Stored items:
□ □ □

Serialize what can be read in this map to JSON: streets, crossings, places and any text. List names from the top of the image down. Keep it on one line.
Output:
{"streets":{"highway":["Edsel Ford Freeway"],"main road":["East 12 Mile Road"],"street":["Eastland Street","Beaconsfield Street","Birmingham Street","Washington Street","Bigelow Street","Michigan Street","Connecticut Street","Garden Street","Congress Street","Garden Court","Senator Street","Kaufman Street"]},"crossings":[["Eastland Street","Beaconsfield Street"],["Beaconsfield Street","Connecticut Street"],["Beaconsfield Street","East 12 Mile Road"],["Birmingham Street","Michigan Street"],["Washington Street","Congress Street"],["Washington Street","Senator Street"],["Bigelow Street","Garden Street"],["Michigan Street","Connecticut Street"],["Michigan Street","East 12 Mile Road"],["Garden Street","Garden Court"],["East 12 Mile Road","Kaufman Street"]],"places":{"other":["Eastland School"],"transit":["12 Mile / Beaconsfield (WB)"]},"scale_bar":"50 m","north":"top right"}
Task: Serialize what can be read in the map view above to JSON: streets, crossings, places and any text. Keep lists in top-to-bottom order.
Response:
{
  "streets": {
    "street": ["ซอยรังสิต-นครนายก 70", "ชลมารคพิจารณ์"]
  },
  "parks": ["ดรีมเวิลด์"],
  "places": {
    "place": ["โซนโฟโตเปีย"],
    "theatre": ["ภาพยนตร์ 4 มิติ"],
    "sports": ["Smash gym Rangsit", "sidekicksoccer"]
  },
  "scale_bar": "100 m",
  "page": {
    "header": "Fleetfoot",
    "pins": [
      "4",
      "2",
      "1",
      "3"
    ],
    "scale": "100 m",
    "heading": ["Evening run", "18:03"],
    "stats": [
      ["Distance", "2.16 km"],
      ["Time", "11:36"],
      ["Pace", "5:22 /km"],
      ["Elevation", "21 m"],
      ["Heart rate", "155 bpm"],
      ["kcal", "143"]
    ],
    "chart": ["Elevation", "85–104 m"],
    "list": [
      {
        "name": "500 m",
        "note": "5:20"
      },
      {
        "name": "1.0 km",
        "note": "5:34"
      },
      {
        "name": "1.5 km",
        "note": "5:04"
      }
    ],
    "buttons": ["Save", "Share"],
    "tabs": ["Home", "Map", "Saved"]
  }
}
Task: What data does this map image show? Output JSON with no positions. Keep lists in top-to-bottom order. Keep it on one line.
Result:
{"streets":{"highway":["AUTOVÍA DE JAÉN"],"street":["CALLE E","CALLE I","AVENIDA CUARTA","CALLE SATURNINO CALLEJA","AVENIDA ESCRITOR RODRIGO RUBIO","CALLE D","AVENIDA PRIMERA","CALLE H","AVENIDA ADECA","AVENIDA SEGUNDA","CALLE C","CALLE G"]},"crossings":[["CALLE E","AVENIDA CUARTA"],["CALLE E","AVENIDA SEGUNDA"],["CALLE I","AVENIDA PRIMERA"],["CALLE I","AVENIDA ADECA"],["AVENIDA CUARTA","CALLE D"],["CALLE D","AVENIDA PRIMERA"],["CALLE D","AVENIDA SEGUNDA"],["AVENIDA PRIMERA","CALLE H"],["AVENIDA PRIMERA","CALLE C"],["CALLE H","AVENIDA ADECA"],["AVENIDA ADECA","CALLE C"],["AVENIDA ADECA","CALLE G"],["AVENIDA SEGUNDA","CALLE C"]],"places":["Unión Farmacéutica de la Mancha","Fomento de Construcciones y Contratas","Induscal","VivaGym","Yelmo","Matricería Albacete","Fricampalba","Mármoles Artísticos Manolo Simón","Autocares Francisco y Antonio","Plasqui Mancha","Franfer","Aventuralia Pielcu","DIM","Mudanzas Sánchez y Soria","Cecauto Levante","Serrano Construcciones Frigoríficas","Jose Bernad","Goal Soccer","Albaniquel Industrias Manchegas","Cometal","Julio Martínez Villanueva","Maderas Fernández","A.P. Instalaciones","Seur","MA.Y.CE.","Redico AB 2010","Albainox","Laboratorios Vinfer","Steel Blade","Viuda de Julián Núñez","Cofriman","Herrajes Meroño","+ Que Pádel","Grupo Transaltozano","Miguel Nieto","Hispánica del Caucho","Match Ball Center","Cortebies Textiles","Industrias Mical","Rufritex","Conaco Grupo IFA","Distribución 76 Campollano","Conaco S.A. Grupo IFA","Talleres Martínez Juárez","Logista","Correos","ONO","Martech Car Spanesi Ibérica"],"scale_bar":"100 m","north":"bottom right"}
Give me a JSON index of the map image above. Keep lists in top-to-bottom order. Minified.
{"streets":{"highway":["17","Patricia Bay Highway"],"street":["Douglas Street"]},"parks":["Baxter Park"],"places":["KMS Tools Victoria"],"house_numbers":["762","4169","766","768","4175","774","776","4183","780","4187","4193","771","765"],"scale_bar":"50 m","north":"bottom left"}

□ □ □

What the exercise asks: Each line in the data that holds the word "Output" must be copied.

Answer space:
Output:
Task: What data does this map image show? Output JSON with no positions. Keep lists in top-to-bottom order. Keep it on one line.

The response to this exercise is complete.